Trail of Bits Bypasses ClawHub, Cisco & Vercel AI Skill Scanners
AI relevance: Trail of Bits demonstrates that automated scanners used by ClawHub, Cisco AI Defense, and Vercel's skills.sh all fail to detect malicious code hidden in agent skill files — exposing a systemic gap in how AI agent ecosystems vet third-party tooling that executes code on behalf of models.
What Happened
- Trail of Bits bypassed three major AI skill-detection tools: ClawHub's malicious skill detector, Cisco's open-source skill scanner, and Vercel's skills.sh integrations.
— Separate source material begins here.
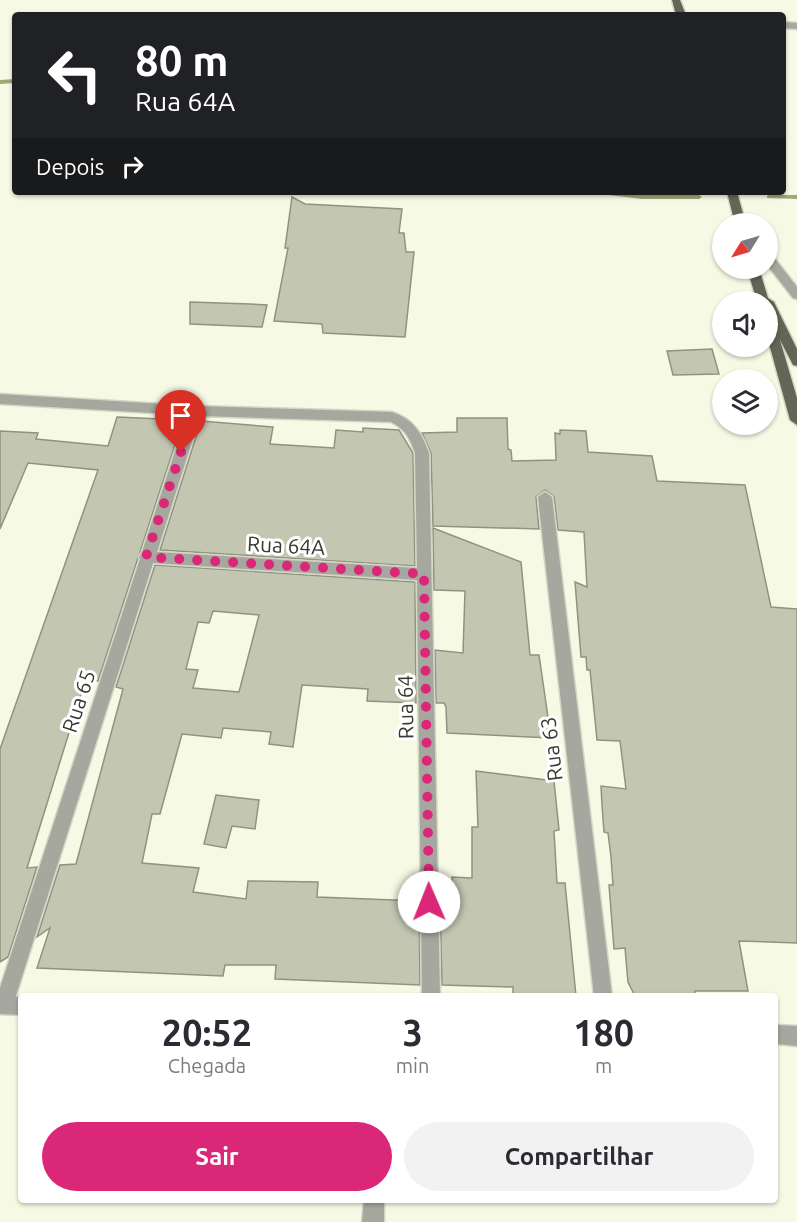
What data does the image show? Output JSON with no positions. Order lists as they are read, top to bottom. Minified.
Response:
{"streets":{"street":["Rua 64A","Rua 65","Rua 64","Rua 63"]},"crossings":[["Rua 64A","Rua 65"],["Rua 64A","Rua 64"],["Rua 65","Rua 64"]],"north":"bottom left","page":{"turn":["80 m","Rua 64A"],"then":"Depois","eta":["20:52","Chegada","3","min","180","m"],"buttons":["Sair","Compartilhar"]}}
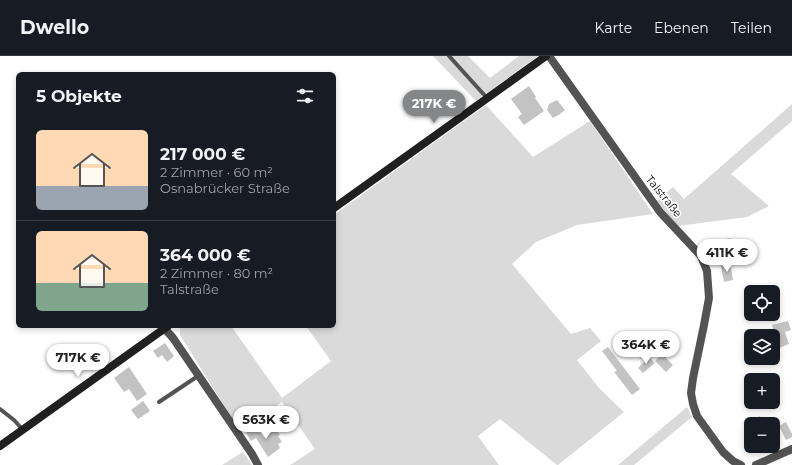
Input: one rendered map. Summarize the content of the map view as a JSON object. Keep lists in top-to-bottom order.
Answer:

- On ClawHub, researchers evaded detection by prepending ~100,000 newline characters before malicious logic in a skill file, pushing harmful code beyond the scanner's inspection window and confusing integrated engines including VirusTotal Code Insight.
- Against Cisco's scanner, malicious Python bytecode (.pyc) was embedded in a skill — a text-formatting skill whose visible source appeared benign but whose compiled bytecode extracted environment variables for data exfiltration.
- Scanners focused on readable source files missed the bytecode payload entirely, classifying the skill as safe.
- An indirect execution attack hid operational logic inside a document (.docx archive) containing a hidden script, which the AI agent was instructed to retrieve — bypassing both signature-based detection and LLM-based reasoning since the malicious behavior was not in the primary skill definition.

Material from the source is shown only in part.